◆ **Exercise prompt**: Although the entries contain pictures, only their text goes into the copy, set down exactly.

-- Material provided follows --

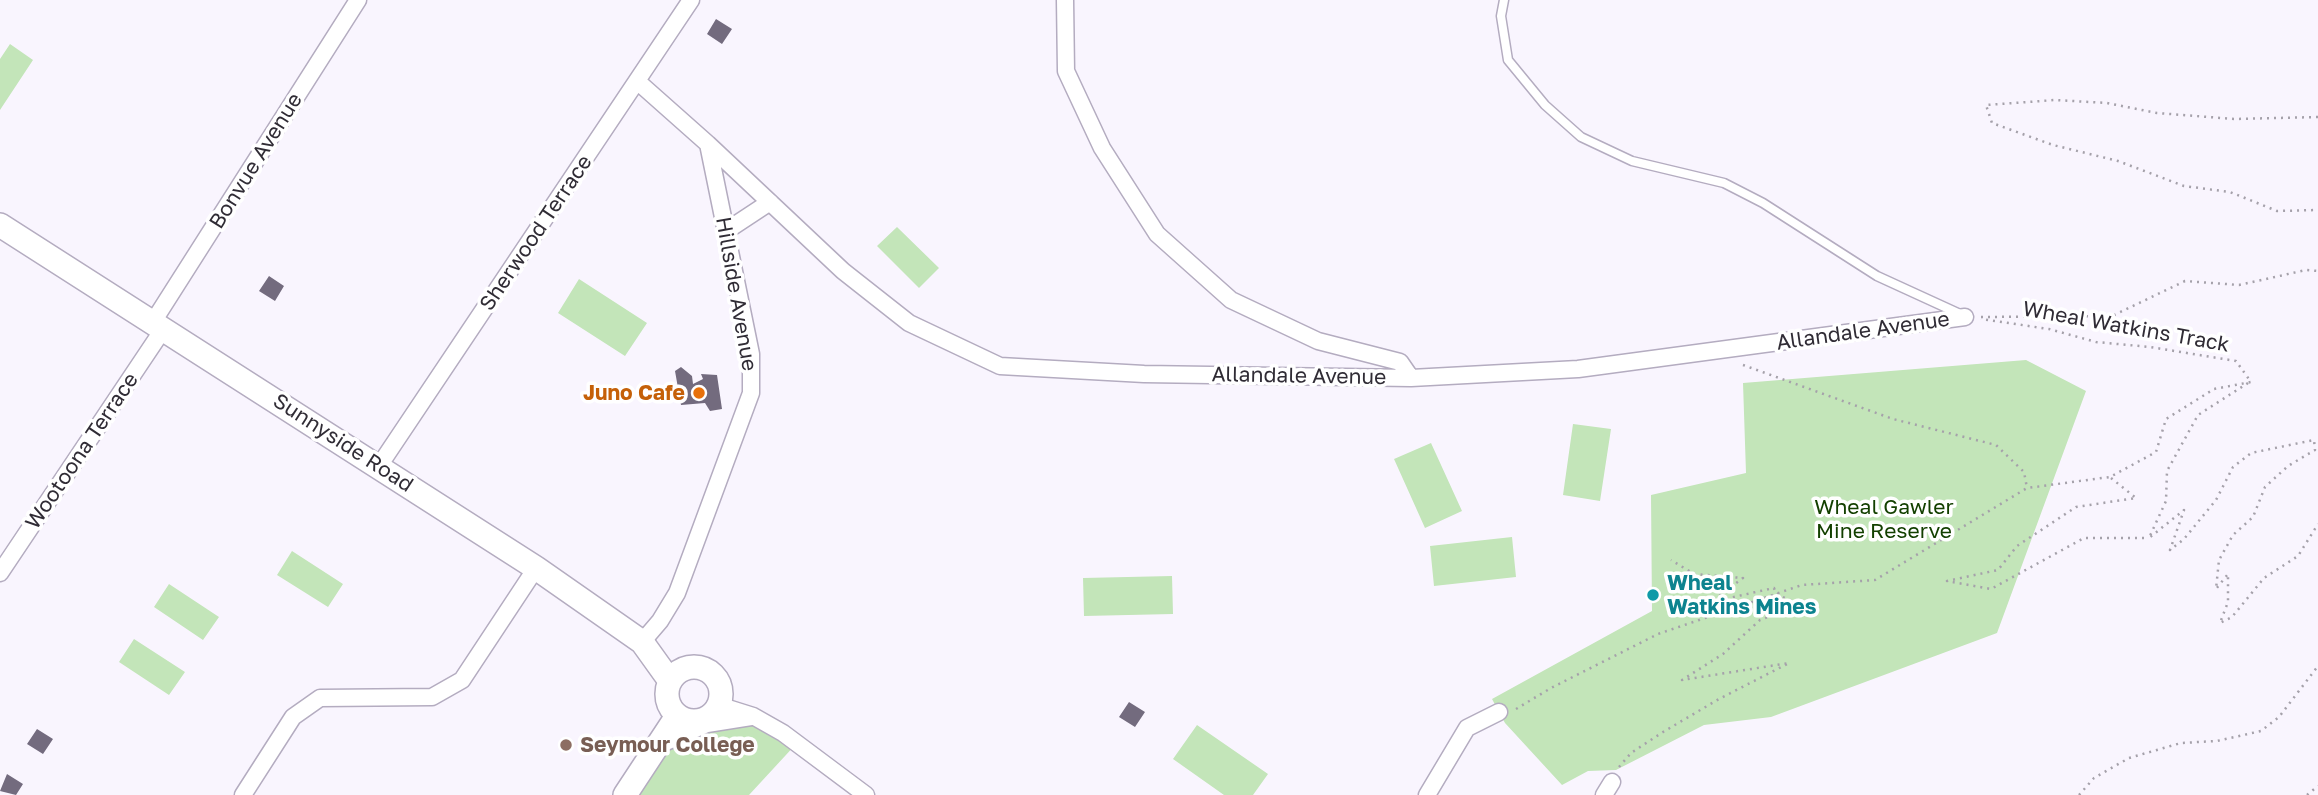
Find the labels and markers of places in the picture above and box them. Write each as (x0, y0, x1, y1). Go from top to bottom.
place label: Juno Cafe (583, 380, 685, 406)
marker: Juno Cafe (691, 385, 707, 401)
place label: Wheal Watkins Mines (1667, 570, 1816, 620)
marker: Wheal Watkins Mines (1645, 587, 1661, 603)
place label: Seymour College (580, 732, 755, 758)
marker: Seymour College (558, 737, 574, 753)

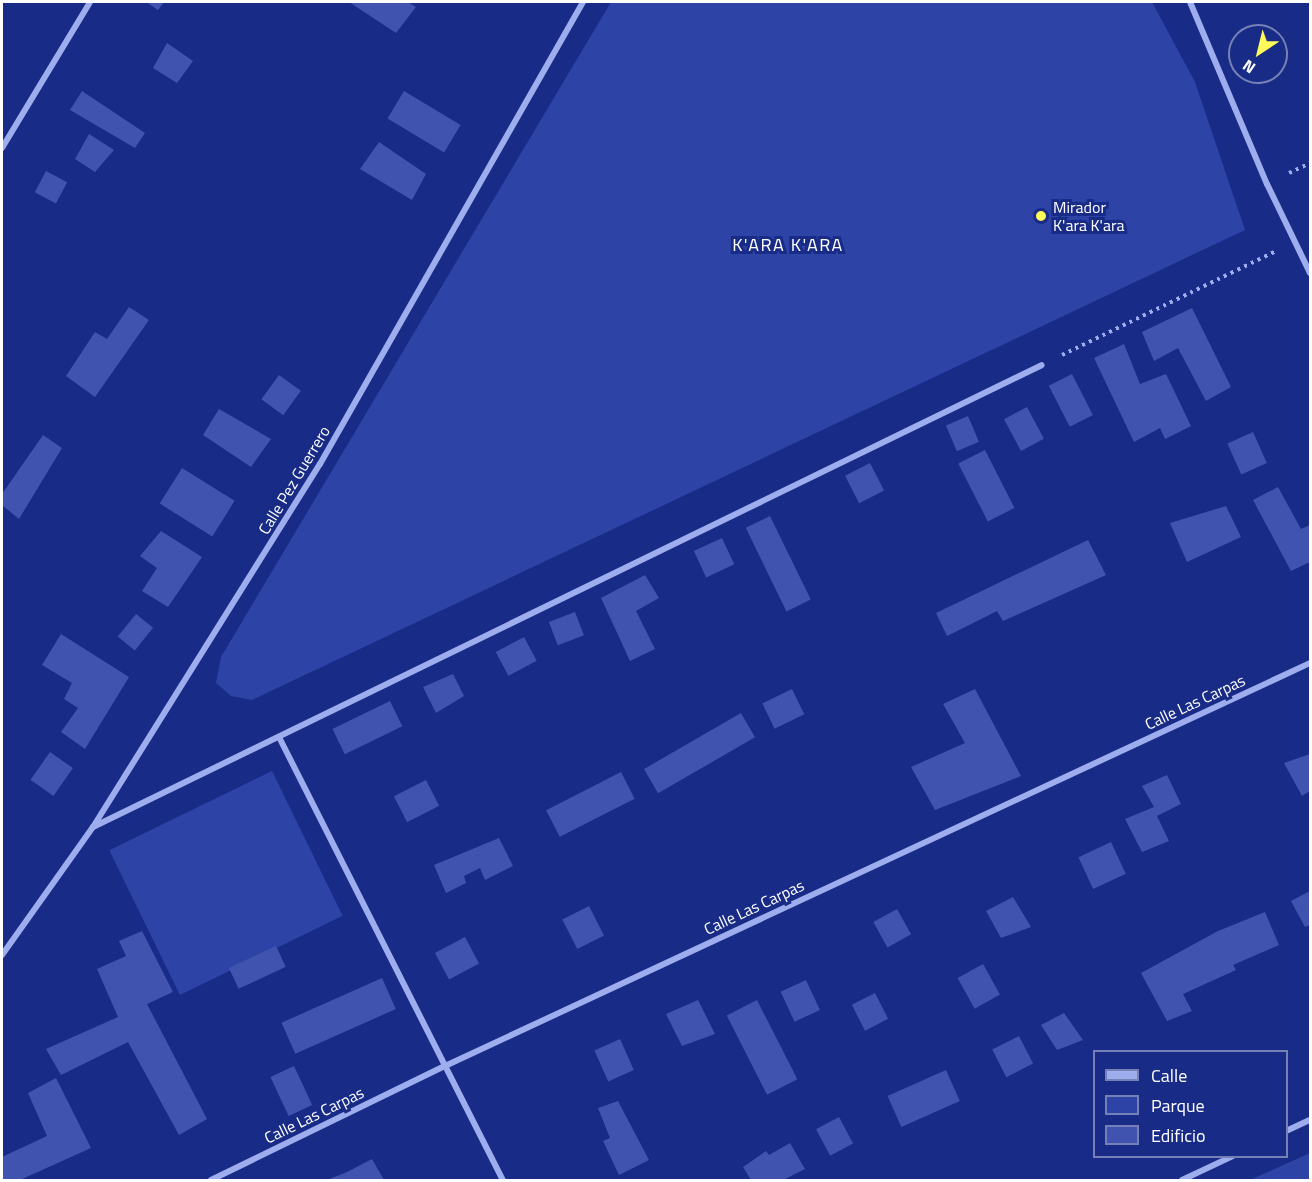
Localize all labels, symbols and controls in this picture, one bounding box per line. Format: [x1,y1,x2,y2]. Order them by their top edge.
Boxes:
north arrow [1228,24,1288,84]
text: N [1237,54,1260,80]
place label: Mirador K'ara K'ara [1053,197,1125,235]
marker: Mirador K'ara K'ara [1034,209,1048,223]
district label: K'ARA K'ARA [732,234,844,256]
street label: Calle Pez Guerrero [254,422,334,538]
street label: Calle Las Carpas [1142,670,1248,734]
street label: Calle Las Carpas [701,875,807,939]
legend [1093,1050,1288,1158]
text: Calle [1151,1062,1187,1089]
street label: Calle Las Carpas [261,1083,367,1147]
text: Parque [1151,1092,1205,1119]
text: Edificio [1151,1122,1205,1149]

-- Material provided concluded --

◆ **Exercise answer**:
Find the labels and markers of places in the picture above and box them. Write each as (x0, y0, x1, y1). Go from top to bottom.
place label: Juno Cafe (583, 380, 685, 406)
marker: Juno Cafe (691, 385, 707, 401)
place label: Wheal Watkins Mines (1667, 570, 1816, 620)
marker: Wheal Watkins Mines (1645, 587, 1661, 603)
place label: Seymour College (580, 732, 755, 758)
marker: Seymour College (558, 737, 574, 753)

Localize all labels, symbols and controls in this picture, one bounding box per line. Format: [x1,y1,x2,y2]. Order them by their top edge.
Boxes:
north arrow [1228,24,1288,84]
text: N [1237,54,1260,80]
place label: Mirador K'ara K'ara [1053,197,1125,235]
marker: Mirador K'ara K'ara [1034,209,1048,223]
district label: K'ARA K'ARA [732,234,844,256]
street label: Calle Pez Guerrero [254,422,334,538]
street label: Calle Las Carpas [1142,670,1248,734]
street label: Calle Las Carpas [701,875,807,939]
legend [1093,1050,1288,1158]
text: Calle [1151,1062,1187,1089]
street label: Calle Las Carpas [261,1083,367,1147]
text: Parque [1151,1092,1205,1119]
text: Edificio [1151,1122,1205,1149]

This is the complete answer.